ASSIGNMENT:
Once you have checked each line below, report only the number of lines that contain the word "hidden".

--- TASK INPUT ---

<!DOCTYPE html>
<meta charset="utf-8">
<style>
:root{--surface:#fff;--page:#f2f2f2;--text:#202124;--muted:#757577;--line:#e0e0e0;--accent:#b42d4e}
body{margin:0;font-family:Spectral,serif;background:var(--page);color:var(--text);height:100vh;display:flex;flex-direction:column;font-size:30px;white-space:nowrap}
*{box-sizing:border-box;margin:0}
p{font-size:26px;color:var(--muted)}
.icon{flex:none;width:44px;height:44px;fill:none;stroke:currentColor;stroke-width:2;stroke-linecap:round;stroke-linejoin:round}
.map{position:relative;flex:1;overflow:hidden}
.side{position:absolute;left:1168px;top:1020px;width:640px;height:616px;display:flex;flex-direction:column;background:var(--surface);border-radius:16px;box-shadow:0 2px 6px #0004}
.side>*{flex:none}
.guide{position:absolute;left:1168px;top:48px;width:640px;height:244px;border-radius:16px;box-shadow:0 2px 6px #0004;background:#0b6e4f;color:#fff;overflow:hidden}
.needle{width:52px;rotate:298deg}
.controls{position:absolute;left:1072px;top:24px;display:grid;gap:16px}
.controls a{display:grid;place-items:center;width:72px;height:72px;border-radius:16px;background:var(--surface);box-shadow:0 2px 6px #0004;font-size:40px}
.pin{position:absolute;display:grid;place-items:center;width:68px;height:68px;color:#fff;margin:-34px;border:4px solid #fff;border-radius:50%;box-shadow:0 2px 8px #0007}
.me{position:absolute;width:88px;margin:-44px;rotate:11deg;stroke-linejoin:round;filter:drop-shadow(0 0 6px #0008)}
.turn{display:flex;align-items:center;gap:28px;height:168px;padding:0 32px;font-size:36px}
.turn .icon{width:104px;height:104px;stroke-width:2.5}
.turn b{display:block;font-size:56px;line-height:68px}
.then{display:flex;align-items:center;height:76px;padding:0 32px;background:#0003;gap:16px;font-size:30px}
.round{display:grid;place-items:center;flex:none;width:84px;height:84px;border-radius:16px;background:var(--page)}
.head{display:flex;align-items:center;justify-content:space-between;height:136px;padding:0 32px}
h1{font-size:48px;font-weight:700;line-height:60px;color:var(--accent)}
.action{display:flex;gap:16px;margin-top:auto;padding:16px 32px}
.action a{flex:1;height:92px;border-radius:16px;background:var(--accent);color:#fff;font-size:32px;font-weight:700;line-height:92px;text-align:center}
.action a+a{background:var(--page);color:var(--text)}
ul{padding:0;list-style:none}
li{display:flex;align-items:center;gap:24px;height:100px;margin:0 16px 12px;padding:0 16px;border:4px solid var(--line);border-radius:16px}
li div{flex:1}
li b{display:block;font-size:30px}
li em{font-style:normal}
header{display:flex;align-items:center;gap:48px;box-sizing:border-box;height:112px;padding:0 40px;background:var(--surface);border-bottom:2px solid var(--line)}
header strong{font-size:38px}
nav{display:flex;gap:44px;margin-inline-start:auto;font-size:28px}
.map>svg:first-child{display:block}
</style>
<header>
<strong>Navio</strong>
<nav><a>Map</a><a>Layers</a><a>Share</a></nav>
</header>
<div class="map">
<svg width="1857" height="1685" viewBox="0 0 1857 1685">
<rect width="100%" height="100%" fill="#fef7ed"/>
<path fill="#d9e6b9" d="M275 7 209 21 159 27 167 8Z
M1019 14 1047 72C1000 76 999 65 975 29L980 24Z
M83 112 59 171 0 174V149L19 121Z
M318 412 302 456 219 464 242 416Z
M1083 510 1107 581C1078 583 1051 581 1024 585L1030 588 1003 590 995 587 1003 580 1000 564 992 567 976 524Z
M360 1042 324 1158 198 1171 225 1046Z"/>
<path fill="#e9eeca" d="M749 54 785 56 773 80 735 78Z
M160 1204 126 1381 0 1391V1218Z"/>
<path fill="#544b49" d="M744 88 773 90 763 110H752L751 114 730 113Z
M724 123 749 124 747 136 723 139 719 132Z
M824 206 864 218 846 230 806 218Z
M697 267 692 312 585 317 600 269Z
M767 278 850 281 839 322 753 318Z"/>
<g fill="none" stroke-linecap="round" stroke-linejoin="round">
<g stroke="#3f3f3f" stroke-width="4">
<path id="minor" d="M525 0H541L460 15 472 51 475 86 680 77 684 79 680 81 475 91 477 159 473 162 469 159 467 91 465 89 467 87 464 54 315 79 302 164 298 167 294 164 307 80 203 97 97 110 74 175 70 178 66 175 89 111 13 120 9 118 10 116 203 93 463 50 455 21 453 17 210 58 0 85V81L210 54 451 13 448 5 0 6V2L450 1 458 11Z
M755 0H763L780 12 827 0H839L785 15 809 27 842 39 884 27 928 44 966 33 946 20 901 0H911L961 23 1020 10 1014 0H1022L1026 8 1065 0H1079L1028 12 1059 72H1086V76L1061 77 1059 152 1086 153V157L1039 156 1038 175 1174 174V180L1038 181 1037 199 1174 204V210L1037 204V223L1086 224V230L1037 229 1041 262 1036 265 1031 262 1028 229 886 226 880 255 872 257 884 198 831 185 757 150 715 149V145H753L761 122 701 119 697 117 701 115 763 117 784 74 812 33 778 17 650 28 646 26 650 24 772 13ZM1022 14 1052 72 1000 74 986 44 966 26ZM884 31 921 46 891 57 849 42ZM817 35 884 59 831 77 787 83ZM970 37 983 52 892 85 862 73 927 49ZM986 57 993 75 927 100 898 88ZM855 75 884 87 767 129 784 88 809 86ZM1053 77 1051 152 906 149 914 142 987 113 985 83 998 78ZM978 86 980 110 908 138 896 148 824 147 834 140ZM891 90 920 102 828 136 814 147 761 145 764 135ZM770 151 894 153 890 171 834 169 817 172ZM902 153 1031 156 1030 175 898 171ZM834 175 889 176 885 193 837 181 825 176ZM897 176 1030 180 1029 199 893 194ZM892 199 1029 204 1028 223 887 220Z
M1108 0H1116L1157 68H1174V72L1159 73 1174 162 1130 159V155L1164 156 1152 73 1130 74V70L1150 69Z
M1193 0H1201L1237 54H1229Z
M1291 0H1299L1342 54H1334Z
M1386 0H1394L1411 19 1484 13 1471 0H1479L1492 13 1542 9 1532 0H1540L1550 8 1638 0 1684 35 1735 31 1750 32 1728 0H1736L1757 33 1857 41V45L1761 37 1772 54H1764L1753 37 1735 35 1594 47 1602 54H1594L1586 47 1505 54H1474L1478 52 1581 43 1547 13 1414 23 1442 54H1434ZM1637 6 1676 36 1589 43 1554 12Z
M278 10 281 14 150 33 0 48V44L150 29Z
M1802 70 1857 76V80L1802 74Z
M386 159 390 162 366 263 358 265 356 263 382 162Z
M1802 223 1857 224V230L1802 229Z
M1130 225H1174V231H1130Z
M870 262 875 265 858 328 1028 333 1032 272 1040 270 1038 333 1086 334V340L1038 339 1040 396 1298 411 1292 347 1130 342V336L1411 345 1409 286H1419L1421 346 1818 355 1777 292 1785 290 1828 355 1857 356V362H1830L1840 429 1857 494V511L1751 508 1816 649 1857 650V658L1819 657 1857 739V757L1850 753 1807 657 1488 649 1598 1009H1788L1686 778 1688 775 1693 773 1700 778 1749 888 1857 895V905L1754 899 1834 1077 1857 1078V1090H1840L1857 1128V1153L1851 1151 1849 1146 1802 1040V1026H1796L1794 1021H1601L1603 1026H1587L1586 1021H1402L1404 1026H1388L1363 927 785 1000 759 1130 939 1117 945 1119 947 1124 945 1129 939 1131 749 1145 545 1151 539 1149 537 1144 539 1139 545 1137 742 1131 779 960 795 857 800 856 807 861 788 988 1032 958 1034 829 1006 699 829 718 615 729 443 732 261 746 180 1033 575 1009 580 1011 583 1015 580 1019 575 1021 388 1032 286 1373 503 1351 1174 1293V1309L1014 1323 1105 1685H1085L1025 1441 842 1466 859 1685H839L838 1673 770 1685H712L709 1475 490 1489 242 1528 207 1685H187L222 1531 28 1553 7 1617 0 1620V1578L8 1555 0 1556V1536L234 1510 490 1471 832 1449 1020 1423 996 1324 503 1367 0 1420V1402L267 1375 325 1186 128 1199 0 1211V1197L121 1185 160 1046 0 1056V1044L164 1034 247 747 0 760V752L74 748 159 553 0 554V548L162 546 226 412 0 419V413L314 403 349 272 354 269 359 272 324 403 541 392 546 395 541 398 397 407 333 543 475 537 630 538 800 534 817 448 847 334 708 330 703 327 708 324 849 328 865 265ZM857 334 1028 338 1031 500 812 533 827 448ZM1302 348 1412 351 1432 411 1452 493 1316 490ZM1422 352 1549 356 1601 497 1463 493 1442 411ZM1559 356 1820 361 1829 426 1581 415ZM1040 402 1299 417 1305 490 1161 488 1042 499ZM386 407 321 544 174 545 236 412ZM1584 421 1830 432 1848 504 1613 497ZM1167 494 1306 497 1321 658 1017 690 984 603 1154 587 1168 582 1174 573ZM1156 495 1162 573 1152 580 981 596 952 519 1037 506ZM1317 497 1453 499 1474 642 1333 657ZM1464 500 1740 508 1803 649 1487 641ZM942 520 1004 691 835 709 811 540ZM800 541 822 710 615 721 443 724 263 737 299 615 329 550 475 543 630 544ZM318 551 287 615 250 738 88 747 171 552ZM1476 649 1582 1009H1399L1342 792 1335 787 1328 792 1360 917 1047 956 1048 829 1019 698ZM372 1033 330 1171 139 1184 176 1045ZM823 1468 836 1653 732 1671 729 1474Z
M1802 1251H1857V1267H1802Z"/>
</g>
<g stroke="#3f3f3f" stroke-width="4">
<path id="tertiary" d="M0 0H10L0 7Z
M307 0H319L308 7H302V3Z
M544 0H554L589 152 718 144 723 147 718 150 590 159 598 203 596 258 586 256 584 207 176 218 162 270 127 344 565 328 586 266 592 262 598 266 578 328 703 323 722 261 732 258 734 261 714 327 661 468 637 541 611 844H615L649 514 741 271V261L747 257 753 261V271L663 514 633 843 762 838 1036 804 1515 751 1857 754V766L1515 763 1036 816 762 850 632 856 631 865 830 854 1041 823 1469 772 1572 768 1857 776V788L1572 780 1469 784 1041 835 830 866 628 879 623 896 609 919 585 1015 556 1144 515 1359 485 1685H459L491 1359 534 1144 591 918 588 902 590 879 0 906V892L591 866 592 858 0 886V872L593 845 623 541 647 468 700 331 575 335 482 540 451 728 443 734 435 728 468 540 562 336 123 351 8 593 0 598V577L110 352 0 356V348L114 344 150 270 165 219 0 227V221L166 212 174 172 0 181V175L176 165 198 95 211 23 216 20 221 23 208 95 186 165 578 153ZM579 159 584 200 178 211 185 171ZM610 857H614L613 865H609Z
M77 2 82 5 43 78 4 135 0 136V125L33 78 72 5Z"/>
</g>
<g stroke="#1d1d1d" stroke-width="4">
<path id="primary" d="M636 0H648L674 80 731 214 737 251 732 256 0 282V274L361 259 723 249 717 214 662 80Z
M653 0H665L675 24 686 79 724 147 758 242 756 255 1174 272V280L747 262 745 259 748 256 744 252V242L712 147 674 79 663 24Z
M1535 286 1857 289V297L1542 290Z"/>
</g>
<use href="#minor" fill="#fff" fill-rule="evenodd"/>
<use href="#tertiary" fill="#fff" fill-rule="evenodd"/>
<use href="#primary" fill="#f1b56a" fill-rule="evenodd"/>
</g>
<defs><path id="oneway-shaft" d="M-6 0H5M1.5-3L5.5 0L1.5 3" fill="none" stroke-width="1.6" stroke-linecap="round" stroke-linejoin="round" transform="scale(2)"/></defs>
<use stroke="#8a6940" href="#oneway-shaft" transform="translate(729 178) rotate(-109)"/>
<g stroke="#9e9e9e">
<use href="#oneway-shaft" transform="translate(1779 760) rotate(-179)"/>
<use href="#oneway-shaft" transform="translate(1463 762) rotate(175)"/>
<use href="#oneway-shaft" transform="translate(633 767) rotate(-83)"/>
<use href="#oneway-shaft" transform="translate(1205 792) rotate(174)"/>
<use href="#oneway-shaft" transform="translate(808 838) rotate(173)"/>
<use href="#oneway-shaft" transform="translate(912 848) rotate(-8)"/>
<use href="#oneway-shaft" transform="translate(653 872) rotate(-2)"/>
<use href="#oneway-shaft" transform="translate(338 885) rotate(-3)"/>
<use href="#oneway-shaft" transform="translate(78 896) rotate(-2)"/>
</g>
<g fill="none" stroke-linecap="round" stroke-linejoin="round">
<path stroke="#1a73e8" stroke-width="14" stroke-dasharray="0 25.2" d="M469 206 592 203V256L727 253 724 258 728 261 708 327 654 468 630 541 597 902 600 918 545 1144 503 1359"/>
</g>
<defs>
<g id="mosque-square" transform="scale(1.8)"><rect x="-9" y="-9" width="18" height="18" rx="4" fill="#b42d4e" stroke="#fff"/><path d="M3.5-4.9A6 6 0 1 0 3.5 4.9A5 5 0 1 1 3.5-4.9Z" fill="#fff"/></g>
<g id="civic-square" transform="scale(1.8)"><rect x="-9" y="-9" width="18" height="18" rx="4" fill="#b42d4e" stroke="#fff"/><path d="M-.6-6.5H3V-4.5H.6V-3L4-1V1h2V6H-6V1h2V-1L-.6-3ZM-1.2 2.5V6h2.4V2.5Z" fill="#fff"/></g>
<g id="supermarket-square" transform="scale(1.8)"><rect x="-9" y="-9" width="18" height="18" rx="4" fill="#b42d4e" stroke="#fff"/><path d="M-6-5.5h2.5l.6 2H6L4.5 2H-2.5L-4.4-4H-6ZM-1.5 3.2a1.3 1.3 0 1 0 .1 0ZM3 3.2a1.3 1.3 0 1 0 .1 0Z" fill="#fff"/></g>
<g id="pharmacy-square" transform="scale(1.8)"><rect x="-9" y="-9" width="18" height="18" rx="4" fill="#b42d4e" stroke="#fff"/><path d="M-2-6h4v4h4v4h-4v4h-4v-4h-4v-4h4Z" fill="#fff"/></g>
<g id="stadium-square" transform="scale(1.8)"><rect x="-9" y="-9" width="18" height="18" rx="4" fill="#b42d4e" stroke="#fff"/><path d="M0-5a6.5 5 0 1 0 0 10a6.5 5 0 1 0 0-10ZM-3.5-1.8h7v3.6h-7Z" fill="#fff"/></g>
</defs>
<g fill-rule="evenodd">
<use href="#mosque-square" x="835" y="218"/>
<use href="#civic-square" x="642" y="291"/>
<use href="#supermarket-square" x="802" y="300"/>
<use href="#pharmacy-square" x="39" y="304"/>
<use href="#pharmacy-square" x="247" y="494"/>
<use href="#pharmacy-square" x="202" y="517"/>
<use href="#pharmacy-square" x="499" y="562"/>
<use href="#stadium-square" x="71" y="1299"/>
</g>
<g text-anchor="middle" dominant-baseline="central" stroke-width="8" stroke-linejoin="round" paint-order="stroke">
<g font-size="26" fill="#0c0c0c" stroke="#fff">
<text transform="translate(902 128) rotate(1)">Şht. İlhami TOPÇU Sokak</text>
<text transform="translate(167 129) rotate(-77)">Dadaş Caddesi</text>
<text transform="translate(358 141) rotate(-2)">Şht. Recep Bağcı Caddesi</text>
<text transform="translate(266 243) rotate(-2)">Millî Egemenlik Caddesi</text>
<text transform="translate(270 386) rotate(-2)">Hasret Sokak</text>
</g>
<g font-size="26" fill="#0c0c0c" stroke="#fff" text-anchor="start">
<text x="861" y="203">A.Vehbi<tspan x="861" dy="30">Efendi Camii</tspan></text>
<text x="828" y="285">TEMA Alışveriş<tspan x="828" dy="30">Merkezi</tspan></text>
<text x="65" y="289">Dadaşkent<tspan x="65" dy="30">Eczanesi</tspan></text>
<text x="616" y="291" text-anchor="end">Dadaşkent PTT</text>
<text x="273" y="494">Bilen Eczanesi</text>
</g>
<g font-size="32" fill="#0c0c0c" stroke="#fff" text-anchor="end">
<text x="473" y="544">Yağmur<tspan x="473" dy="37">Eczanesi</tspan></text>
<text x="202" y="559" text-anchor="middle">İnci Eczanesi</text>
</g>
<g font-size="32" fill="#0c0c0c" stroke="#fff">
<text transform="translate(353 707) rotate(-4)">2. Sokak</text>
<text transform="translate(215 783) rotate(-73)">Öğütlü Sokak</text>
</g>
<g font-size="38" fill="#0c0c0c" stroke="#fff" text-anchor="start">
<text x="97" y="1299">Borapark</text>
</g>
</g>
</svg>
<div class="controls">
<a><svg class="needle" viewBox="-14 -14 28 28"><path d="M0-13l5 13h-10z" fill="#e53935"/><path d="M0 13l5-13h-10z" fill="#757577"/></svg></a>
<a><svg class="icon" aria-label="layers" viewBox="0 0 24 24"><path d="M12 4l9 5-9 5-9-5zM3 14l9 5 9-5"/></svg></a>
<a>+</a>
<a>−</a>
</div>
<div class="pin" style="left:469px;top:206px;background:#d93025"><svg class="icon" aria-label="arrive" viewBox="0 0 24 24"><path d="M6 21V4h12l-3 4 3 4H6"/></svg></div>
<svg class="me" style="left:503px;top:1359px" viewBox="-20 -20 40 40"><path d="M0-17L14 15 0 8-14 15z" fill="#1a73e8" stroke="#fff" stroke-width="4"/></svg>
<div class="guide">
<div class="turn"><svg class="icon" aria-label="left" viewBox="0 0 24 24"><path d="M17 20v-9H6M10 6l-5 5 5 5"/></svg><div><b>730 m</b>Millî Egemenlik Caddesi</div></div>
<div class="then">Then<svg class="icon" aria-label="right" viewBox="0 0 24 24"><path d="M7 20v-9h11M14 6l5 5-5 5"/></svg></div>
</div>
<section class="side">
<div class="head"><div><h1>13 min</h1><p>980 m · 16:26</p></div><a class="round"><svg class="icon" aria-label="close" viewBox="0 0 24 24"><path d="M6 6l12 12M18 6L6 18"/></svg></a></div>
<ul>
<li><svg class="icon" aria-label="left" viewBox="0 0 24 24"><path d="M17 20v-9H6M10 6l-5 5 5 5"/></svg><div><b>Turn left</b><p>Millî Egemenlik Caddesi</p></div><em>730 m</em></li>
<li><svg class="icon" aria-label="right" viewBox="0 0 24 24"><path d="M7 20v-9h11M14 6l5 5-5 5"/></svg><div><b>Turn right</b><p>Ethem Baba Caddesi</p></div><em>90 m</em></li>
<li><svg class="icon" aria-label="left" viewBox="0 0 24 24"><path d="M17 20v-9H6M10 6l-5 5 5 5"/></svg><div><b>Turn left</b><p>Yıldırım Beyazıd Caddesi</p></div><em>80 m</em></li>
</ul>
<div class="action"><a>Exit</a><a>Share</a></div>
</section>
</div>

---

RESPONSE TO THE EXERCISE:
2